Create a user called "hadoopusr" or similar, on all nodes which are to be part of the cluster. ALL HADOOP OPERATIONS ARE PERFORMED THROUGH THIS USER
As the newly created hadoopusr, setup the node for pseudo-distributed mode as hown in the link from the apache site. Repeat for all nodes which will form the cluster
Once the setup is complete, identify one of the nodes to be a master. The remaining nodes are slaves
Add the master's public key to all the slave nodes through the following commands:
On Master:
cp ~/.ssh/id_rsa.pub /tmp/master
On each slave:
scp <master IP>:/tmp/master /tmp/master
cat /tmp/master >> ~/.ssh/authorized_keys
For each node, the following three changes need to be made. All the below files are located in the $HADOOP_HOME/etc/hadoop folder
core-site.xml: Add the master node's hostname for the property field
yarn-site.xml: Add a property for the YARN hostname, and set it to the hostname of the master
hdfs-site.xml: Add the local disk path where the HDFS files will be stored. One property for each namenode as well as datanode.
In addition to these, on the master node, add the hostname of each of the slaves to the slaves file.
On each node, open the /etc/hosts
file in sudo
mode.
Add entries for IP address hostname
for each node if the cluster
Uncomment the line near the top of the file which sets the loopback IP address to the hostname
For e.g.:
localhost 127.0.0.1
# ubuntu 127.0.0.1
Configure the yarn-site.xml
file to support log aggregation to store history of past applications run on the cluster.
Sample configuration files are included in the conf
folder for each of the above
If the cluster is being setup for the first time, format the namenode through the command:
hdfs namenode -format
This needs to be run everytime there is a change to the hdfs-site.xml file.
Some utility scripts are included in the scripts
folder to start and stop the hadoop cluster. They need to be modified as needed for the cluster to run correctly.

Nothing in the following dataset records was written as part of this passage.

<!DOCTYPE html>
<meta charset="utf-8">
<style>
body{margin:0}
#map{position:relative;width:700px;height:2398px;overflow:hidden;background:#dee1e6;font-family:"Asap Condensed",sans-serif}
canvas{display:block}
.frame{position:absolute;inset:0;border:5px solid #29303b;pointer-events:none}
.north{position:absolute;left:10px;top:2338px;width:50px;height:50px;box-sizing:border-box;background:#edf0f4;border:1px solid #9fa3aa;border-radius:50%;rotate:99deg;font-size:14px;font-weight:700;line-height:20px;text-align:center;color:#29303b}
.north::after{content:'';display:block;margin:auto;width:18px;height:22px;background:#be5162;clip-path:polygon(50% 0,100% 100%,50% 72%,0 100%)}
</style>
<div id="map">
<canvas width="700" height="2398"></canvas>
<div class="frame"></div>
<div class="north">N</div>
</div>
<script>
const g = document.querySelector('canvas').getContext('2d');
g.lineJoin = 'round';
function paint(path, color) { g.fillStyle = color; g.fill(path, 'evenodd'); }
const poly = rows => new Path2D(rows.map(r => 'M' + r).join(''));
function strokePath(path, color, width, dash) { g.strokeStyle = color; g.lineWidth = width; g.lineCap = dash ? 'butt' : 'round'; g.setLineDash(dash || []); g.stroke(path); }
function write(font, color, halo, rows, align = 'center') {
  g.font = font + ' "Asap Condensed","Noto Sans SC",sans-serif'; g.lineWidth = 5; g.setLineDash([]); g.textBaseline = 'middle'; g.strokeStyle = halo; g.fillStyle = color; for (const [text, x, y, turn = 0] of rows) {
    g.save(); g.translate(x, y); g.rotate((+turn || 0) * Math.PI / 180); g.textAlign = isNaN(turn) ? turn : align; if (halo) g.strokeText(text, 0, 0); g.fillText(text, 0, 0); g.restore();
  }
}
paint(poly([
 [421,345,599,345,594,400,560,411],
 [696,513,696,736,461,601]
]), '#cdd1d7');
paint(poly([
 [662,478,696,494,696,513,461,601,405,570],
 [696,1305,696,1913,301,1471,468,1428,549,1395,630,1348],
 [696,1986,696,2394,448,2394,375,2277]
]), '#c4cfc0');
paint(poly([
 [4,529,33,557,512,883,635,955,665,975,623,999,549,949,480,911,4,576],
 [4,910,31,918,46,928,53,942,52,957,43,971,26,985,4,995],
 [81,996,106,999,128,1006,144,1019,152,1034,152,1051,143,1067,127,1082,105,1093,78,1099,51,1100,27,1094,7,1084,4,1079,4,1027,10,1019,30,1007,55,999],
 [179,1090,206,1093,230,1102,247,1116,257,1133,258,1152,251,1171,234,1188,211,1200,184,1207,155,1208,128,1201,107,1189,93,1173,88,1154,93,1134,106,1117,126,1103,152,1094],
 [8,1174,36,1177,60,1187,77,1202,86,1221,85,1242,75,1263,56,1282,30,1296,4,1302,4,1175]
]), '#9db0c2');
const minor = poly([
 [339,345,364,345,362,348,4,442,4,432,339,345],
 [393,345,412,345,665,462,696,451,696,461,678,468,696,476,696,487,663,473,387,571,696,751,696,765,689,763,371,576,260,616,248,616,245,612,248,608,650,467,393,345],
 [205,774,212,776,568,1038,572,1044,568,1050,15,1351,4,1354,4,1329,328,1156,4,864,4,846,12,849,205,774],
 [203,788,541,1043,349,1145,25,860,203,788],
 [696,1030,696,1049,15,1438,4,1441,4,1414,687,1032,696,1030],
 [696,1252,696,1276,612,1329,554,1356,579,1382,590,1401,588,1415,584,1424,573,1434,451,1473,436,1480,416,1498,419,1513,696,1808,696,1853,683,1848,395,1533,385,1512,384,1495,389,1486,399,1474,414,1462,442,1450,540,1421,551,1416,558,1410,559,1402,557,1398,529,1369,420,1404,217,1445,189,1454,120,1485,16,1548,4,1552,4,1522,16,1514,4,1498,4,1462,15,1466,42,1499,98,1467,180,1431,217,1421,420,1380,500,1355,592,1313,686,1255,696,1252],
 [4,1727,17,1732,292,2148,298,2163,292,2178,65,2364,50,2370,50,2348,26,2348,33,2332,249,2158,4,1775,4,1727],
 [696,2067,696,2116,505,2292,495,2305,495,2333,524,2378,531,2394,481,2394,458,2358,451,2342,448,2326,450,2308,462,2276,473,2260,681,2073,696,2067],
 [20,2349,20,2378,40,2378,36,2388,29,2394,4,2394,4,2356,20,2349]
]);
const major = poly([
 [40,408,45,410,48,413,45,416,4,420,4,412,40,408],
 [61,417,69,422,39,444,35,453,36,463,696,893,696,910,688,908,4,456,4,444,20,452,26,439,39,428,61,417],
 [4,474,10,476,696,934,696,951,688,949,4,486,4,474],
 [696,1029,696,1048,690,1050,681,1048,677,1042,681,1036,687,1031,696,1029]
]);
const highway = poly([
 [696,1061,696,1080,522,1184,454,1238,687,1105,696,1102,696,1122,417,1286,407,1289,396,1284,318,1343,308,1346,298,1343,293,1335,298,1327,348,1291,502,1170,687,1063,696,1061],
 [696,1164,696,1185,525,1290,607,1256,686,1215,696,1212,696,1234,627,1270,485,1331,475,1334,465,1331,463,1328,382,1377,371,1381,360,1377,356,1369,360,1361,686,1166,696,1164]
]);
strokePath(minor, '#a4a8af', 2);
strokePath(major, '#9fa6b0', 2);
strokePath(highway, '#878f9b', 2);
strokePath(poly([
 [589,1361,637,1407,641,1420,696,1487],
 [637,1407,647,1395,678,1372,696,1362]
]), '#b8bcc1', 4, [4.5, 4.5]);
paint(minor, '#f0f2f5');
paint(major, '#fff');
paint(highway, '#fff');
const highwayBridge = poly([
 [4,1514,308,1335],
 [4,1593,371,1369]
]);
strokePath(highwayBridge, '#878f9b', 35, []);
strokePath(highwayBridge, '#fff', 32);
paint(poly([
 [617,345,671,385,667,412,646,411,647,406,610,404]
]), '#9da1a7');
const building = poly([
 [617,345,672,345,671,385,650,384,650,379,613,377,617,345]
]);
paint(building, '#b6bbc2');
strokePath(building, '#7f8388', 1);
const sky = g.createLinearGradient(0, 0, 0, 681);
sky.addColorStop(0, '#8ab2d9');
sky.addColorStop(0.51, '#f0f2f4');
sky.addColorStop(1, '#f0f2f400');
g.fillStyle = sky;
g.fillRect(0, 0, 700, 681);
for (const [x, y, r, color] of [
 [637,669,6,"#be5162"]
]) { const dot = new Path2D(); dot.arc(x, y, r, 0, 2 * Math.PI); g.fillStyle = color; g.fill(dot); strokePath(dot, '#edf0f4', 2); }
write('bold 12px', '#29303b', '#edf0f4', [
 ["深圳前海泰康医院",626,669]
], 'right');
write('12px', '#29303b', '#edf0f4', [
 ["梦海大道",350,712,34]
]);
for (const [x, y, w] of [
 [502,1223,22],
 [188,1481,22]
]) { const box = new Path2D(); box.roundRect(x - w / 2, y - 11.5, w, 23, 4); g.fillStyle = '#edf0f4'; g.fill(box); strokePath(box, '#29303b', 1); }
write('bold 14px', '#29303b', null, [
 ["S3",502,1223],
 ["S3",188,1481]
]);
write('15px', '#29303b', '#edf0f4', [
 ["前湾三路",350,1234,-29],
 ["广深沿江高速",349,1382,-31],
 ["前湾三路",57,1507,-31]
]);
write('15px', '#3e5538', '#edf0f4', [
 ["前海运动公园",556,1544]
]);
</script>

On the master node, execute the start-all.sh
script included in the repo to start the Cluster. stop-all.sh
will stop the cluster.
If needed, additionally run the following command on each slave node to start the history server:
mr-jobhistory-daemon.sh --config $HADOOP_HOME/etc/hadoop start historyserver
The code can be compiled into a jar using the following commands:
hadoop com.sun.tools.javac.Main InvertedIndex.java -d inverted-index
jar cf InvertedIndex.jar inverted-index/*.class
Similarly, the same commands can be repeated for the QueryDocs.java file to create the Query.jar file
Upload the dataset to the HDFS using the following commands:
hdfs dfs -mkdir -p /usr/input/dataset
hdfs dfs -put <path to dataset on local FS> /usr/input/dataset
Once the dataset is uploaded to HDFS, the map-reduce job can be started through:
hadoop jar InvertedIndex.jar InvertedIndex <HDFS Input path> <Hdfs output path>
To fetch the result, run hdfs dfs -cat <path to output>/part-*
Once the index is built, the Query can be run using the command run-query.sh <Inverted Index location on HDFS> <Query Output path on HDFS>